On the app! We’ve run into a little tech-glitch, and it’s been an interesting test for me to see how I evaluate my own choices, my comprehension of technology and my capacity to be optimistic. It doesn't seem like it is too much of a glitch and work is underway to set it right. What I’ve gathered during this time, though, is that it is always important to understand that technology is part of the journey, not the destination, and so you not only need to work with back-ups, but also understand that it is evolutionary. I love that these opportunities are coming my way because they have taught me a lot about patience, about new things that come our way, and about developing resilience.
SO! In the meantime, I took all the experiential advice into account and built my own back up using a really cool online program called “Snappy Appy Pie” that helps me put the app together, all by myself.
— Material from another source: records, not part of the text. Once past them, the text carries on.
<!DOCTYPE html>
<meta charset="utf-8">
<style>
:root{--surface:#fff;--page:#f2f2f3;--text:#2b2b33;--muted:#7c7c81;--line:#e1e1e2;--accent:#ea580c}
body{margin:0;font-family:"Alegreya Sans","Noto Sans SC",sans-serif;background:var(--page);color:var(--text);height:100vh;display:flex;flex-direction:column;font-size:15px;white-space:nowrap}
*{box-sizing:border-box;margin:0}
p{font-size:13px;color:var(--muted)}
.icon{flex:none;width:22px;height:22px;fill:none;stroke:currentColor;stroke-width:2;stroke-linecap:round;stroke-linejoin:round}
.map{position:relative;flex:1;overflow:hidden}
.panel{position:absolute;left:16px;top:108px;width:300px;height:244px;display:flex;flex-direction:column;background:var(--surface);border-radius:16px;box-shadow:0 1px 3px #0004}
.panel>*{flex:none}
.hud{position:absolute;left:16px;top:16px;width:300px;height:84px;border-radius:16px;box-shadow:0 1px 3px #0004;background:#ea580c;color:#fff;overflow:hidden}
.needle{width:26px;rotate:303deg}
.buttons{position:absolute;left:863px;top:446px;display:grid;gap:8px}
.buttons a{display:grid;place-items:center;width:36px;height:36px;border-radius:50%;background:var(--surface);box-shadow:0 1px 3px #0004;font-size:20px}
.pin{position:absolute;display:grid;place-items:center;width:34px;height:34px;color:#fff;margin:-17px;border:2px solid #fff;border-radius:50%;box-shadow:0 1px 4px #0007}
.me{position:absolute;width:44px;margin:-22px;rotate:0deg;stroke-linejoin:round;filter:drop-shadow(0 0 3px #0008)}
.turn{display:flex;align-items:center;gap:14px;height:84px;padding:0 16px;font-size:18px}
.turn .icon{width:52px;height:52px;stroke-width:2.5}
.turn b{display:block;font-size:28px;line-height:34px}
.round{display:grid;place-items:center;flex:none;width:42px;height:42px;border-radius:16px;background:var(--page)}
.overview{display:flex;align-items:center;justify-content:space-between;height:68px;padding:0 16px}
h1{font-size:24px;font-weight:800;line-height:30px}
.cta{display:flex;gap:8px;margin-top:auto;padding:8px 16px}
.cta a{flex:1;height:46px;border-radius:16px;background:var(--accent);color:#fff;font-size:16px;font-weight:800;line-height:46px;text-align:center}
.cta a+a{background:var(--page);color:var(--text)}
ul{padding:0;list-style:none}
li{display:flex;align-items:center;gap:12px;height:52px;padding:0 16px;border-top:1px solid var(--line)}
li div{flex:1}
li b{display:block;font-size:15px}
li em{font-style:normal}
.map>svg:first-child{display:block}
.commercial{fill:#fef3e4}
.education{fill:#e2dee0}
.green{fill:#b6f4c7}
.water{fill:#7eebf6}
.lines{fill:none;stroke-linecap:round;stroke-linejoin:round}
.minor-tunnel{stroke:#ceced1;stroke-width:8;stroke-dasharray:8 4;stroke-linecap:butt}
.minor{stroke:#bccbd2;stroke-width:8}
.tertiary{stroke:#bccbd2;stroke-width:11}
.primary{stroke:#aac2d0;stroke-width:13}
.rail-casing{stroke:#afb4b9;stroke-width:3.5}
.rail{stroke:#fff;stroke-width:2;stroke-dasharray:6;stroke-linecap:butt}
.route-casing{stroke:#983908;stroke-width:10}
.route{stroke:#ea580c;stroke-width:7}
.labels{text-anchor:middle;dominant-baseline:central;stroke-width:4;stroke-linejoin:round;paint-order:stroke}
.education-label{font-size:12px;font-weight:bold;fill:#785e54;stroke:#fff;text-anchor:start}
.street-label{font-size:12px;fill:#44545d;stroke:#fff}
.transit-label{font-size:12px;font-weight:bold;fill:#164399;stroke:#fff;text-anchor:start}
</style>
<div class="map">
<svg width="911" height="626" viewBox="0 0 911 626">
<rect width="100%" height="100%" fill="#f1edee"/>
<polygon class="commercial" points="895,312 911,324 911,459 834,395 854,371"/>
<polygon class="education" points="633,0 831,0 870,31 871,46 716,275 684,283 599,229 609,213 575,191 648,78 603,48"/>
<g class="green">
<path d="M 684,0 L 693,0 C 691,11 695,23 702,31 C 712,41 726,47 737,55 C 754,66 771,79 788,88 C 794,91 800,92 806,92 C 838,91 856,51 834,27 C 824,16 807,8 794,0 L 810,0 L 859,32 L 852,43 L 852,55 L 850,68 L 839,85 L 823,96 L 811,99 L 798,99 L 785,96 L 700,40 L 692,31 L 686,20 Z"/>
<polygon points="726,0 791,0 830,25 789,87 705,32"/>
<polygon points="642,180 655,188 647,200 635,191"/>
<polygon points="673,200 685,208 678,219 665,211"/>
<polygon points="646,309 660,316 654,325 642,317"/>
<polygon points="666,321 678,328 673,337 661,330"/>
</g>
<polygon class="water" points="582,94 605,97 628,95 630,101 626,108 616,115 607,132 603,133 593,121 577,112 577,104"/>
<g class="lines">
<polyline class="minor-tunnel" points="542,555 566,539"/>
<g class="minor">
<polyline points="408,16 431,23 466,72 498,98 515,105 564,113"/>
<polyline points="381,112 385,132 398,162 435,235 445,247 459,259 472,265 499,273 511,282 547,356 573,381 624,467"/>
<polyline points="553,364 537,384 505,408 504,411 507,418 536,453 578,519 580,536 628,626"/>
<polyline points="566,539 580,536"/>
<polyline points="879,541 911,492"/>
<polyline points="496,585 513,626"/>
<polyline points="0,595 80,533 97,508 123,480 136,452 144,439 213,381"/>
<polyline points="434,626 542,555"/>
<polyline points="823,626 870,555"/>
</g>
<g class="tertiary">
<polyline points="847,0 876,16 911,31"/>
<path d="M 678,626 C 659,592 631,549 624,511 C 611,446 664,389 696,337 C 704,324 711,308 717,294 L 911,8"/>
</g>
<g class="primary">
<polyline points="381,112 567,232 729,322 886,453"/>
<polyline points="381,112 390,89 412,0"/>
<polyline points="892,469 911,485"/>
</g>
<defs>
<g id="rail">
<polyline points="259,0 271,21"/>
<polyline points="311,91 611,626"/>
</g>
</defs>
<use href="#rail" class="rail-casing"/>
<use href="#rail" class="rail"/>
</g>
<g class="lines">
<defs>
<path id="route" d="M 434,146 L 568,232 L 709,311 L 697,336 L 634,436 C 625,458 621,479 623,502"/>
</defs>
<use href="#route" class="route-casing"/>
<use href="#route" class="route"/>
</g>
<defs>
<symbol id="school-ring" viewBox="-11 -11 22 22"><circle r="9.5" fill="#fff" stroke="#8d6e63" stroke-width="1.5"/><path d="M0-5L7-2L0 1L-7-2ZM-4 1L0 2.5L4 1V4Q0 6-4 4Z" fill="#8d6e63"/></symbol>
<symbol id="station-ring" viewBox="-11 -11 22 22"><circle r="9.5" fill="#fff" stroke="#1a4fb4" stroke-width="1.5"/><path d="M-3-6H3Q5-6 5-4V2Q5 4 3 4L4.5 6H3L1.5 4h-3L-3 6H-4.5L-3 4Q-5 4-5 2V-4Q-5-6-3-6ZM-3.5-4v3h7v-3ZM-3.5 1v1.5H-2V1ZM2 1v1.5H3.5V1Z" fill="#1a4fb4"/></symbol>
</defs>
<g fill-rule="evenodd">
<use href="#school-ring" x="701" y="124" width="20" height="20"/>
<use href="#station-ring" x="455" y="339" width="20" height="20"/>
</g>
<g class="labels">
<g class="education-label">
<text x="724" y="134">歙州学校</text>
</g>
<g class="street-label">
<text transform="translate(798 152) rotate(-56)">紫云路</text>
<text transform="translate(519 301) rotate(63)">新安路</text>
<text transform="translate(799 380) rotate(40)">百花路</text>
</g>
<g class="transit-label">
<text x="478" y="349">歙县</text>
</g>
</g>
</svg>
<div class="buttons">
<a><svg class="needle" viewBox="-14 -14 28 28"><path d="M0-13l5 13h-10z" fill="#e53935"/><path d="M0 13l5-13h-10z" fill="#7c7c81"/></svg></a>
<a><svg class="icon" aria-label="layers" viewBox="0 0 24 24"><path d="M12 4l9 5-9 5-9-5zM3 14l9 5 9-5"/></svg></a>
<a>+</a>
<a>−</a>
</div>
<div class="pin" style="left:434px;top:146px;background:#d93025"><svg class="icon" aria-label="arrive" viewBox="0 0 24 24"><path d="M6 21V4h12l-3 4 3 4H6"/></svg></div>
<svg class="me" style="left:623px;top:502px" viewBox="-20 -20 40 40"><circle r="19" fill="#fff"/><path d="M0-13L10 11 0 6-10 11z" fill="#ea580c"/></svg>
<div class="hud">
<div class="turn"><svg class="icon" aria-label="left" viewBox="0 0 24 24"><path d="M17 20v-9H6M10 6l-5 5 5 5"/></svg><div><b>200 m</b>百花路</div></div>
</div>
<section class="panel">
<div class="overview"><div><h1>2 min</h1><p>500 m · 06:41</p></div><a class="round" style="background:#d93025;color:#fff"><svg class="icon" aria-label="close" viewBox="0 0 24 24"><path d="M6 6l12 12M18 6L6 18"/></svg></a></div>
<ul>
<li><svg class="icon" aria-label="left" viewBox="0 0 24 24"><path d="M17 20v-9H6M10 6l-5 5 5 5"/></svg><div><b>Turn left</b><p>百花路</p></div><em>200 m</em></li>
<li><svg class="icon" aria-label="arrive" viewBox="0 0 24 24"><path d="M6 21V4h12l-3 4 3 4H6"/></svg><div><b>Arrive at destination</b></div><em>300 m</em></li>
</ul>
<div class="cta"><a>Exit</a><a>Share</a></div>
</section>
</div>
This is especially cool because I can not only work on the tools and the flow, but also create something that is versatile and easy flowing in terms of how it can be put to use – which means, that there is a versatile front end that can be used to fit highly geolocated specifics - which works very well because we can build campus and corporate ambassadors to suit specific geographically specific requirements.
I've found tools on this platform that make the app hack-proof, and that guarantee that no personal data will be stored on the app's server. I’m sharing a bunch of screenshots from what I’ve worked on so far, which should show you what it looks like. In this round, I’ve also actively engaged with Safecity, by plugging their report submission form into the app. This will help a survivor if they so choose to offer up information for Safecity's crowdmap, which informs which part of a city is unsafe and also breaks down data into chunks of incident-based report. Safecity been offering every survivor who reports on their platform the link to the GBV Help Map, and including them into the app is definitely something important to me. I’ve also considered adding a section called "Your Diary" - which has a place to make notes of all evidence, incidents etc. so a survivor can build a police or legal report if she wants, a link to a map so that she can find where she currently is if there has been an abduction or an incident where she's been taken out of her familiar surroundings, a link to her phone camera / video camera / audio recording so that she can take pictures, videos and record audios and save it all into a dedicated folder on her phone for her case records. I'm now converting the data for the directory into crisp XML files that can be uploaded onto the app version that I am building on my own, as a back-up.
And now for some updates outside of my app: I won a story award from World Pulse for my piece on Femcyclopaedia, in late February. On March 8, 2017, I got to curate a selection of my art from my Femcyclopaedia collection comprising doodled portraits and profiles of 60 pairs of women from history in the US and in India, united by the fields of their choice, at the American Center in the US Consulate General in Chennai. It was a thumping success, and there were a large number of attendees, all over the place: sitting, standing and engaging in the dialogue on the importance of women’s stories. My World Pulse family was on my mind throughout, and I got to tell many of the girls that attended the inaugural event to get onto World Pulse and write their Her Stories. Now, I’m going to host a bunch of workshops at the American Center in the days to come. I'm also super excited about these sessions next week because one of my ILP mentors, Janice's friend, Aleksandra, is coming down to Chennai from Delhi to host the workshops with me - we're going to talk about Women in History and the importance of their voices, and Aleksandra is going to offer insights centred around US history and the best practices in shaping up the women's movement there. Thank you, Janice!
Next up, I got to do a fun World Pulse Wave Video! When I went on YouTube, I had only two viewers, but I switched and moved onto Facebook where there were many more viewers, and it was amazing fun to chat on Feminism, why herstories matter and the like. I also read out bits and pieces from Chimamanda Ngozi Adichie's "We must all be Feminists" to the audience - and I was on for 80 minutes. I also got to participate in Urmila Chanam's amazing Skype Exchange at the Radio Room in Bangalore - it was beautiful to listen to her, to discuss her work and to learn from her. I'd love for everyone to follow Urmila on World Pulse - she does some phenomenal work and I think everyone has a lot to learn from her :)
Speaking of food, I’m running to tuck into some festive food here in India – it’s Holi, the festival of colours – and I’m sending each of you lots of love and good thoughts so your life is beautiful, vibrant and colourful.